Some fans that gathered at Charlotte Bobcats Arena Thursday to see the Police's reunion tour had waited most of their lives to see the power rock trio live.
When she was 13, Charlotte-native Kym Motley and her junior high boyfriend had tickets for the band's Greensboro show. It should have been her first concert, she recalled, but the group broke up. Over two decades later she watched with 15,000 other hungry fans as drummer Stewart Copeland, Sting and Andy Summers took the stage to the sounds of 'Message in a Bottle'.
Fans may have worried about Sting's energy and vocals considering the band canceled Wednesday's show in Philadelphia because he had the flu. Those worries evaporated as he soared through the first of several "aaaaaaooooahs" during the second song, 'Synchronicity II'.

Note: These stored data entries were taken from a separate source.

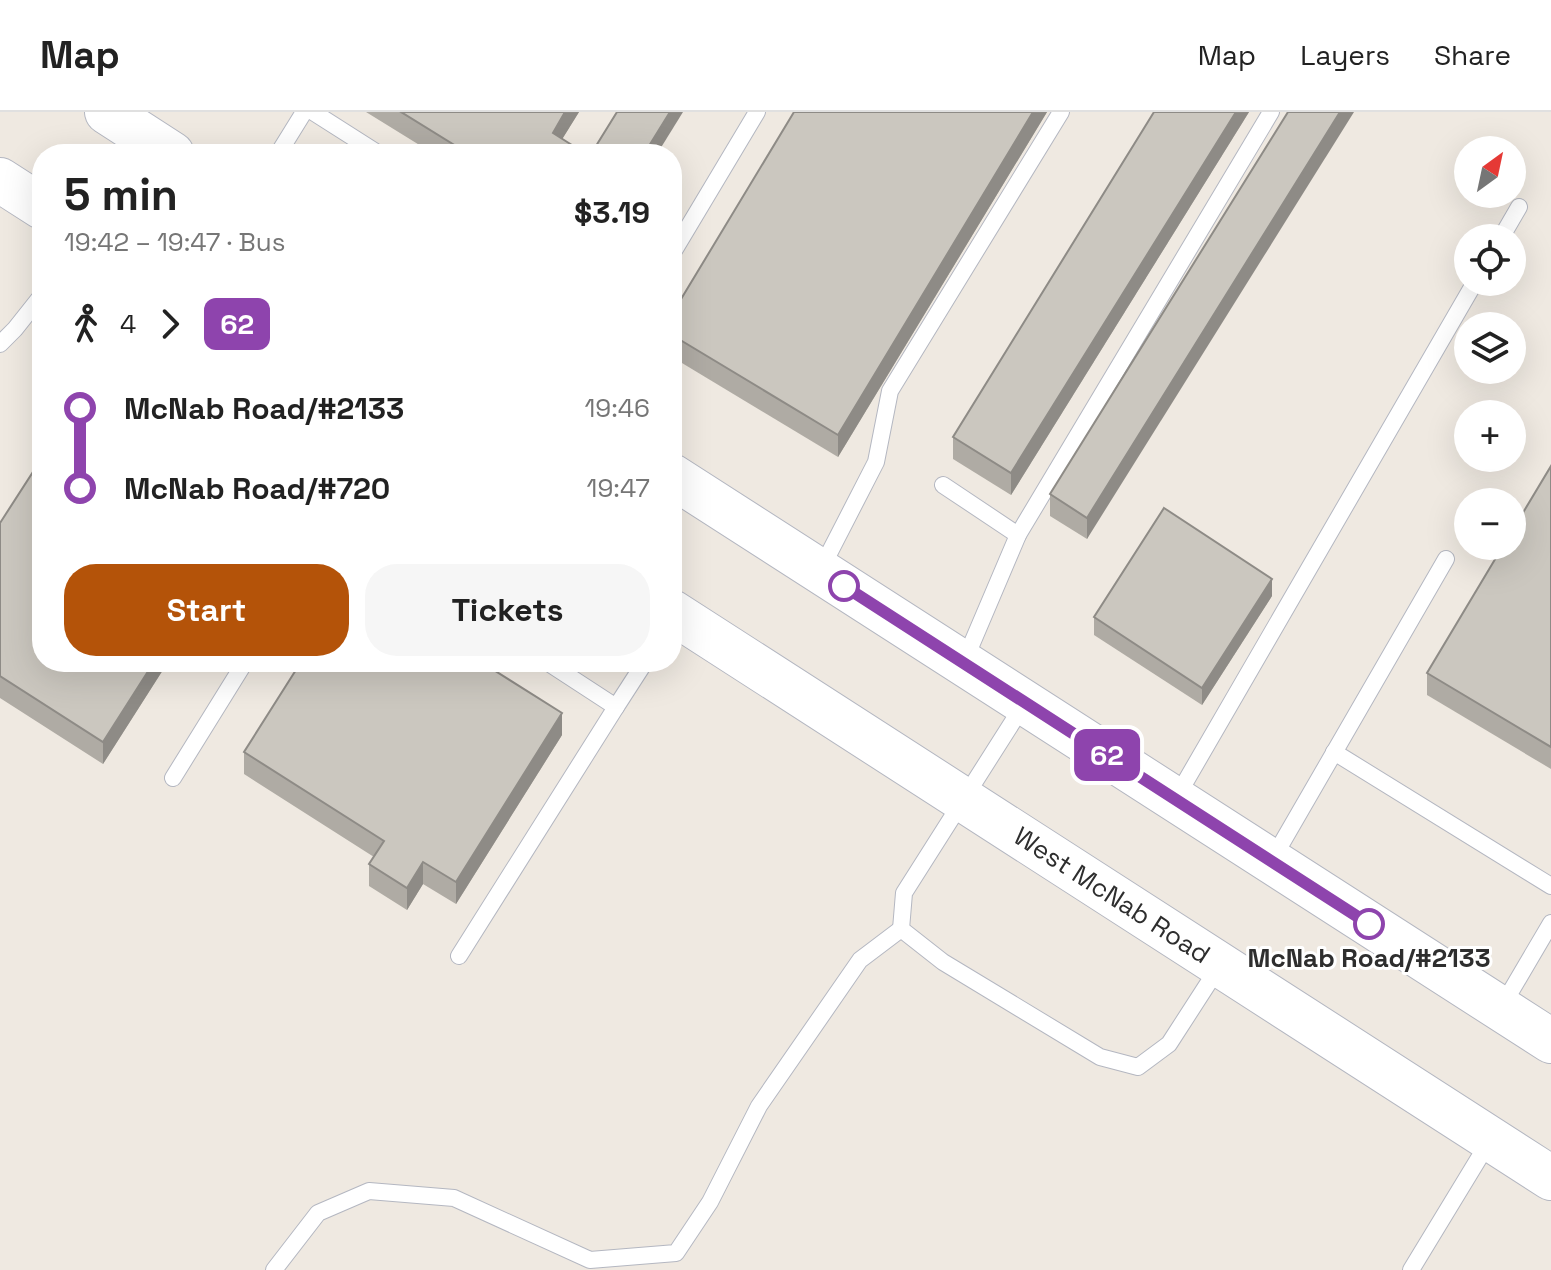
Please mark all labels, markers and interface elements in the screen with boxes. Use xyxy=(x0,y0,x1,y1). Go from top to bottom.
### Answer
text: Map xyxy=(40,31,120,79)
text: Map xyxy=(1198,37,1256,73)
text: Layers xyxy=(1300,37,1390,73)
text: Share xyxy=(1434,37,1511,73)
north arrow xyxy=(1454,136,1526,208)
map controls xyxy=(1454,136,1526,560)
text: 5 min xyxy=(64,167,178,223)
text: $3.19 xyxy=(574,193,650,232)
button: locate xyxy=(1454,224,1526,296)
text: 19:42 – 19:47 · Bus xyxy=(64,225,285,259)
icon: walk xyxy=(64,302,108,346)
icon: forward xyxy=(148,302,192,346)
text: 62 xyxy=(220,306,254,342)
text: 4 xyxy=(120,307,136,341)
button: layers xyxy=(1454,312,1526,384)
text: McNab Road/#2133 xyxy=(124,389,404,428)
text: 19:46 xyxy=(584,391,650,425)
button: + xyxy=(1454,400,1526,472)
text: McNab Road/#720 xyxy=(124,469,390,508)
text: 19:47 xyxy=(587,471,650,505)
button: − xyxy=(1454,488,1526,560)
button: Start xyxy=(64,564,349,656)
button: Tickets xyxy=(365,564,650,656)
unlabelled marker xyxy=(829,571,859,601)
line badge: 62 xyxy=(1071,729,1143,781)
text: 62 xyxy=(1090,737,1124,773)
street label: West McNab Road xyxy=(1007,819,1217,971)
marker: McNab Road/#2133 xyxy=(1354,909,1384,939)
place label: McNab Road/#2133 xyxy=(1248,941,1490,975)

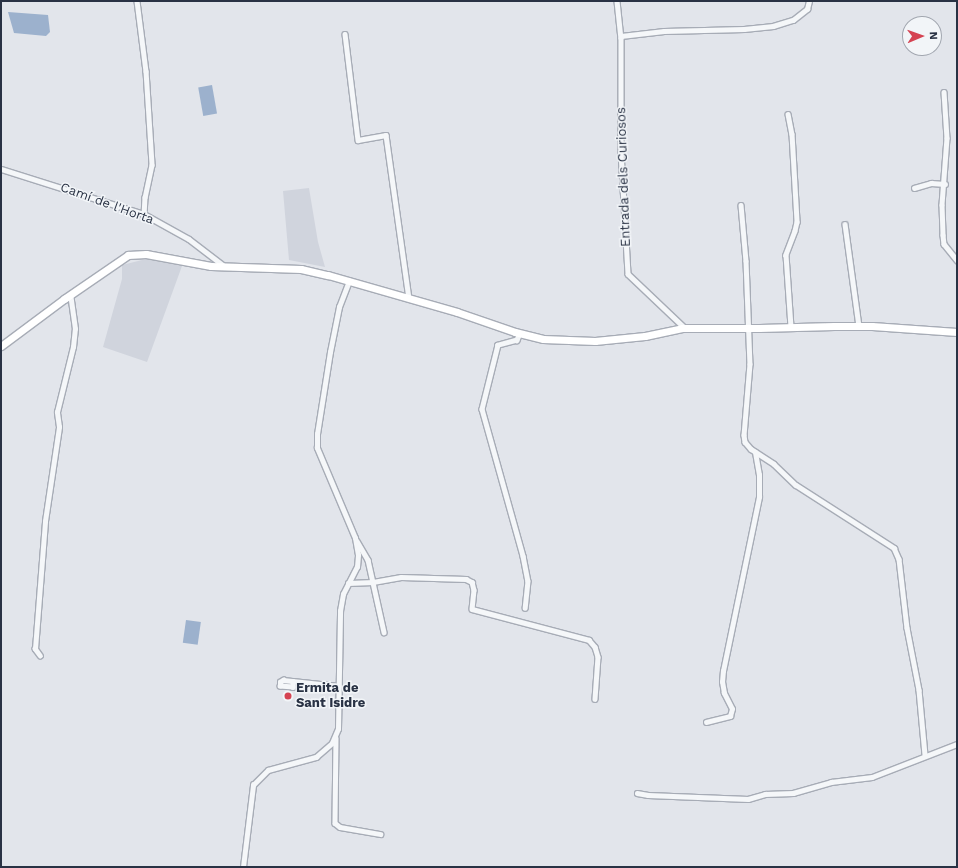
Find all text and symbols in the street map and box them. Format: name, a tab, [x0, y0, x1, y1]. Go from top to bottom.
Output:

While Sting sings the chorus of 'Don't Stand So Close To Me' as less of a command and more of a request these days, other songs - such as 'Truth Hits Everybody' (which feature Summers' rippling guitar) and 'Every Little Thing She Does Is Magic' - packed as much punch as they did decades ago.
With Copeland playing a percussion contraption of hanging cymbals, bells, tympani and gong, they turned in a world dub-rock version of 'Wrapped Around Your Finger'.
The tension that fuels the group was most apparent during instrumental jams. For instance, when the reggae-rocker 'Can't Stand Losing You' erupted into a punky jam, complete with shuttering strobes, it was one of the evening's more intense moments.
The Police don't stray far from the genius of its pop singles formula. To close, they left fans with the quintuple treat of 'Roxanne', 'King of Pain', 'So Lonely', a forceful version of 'Every Breath You Take', and a final encore of 'Next to You'.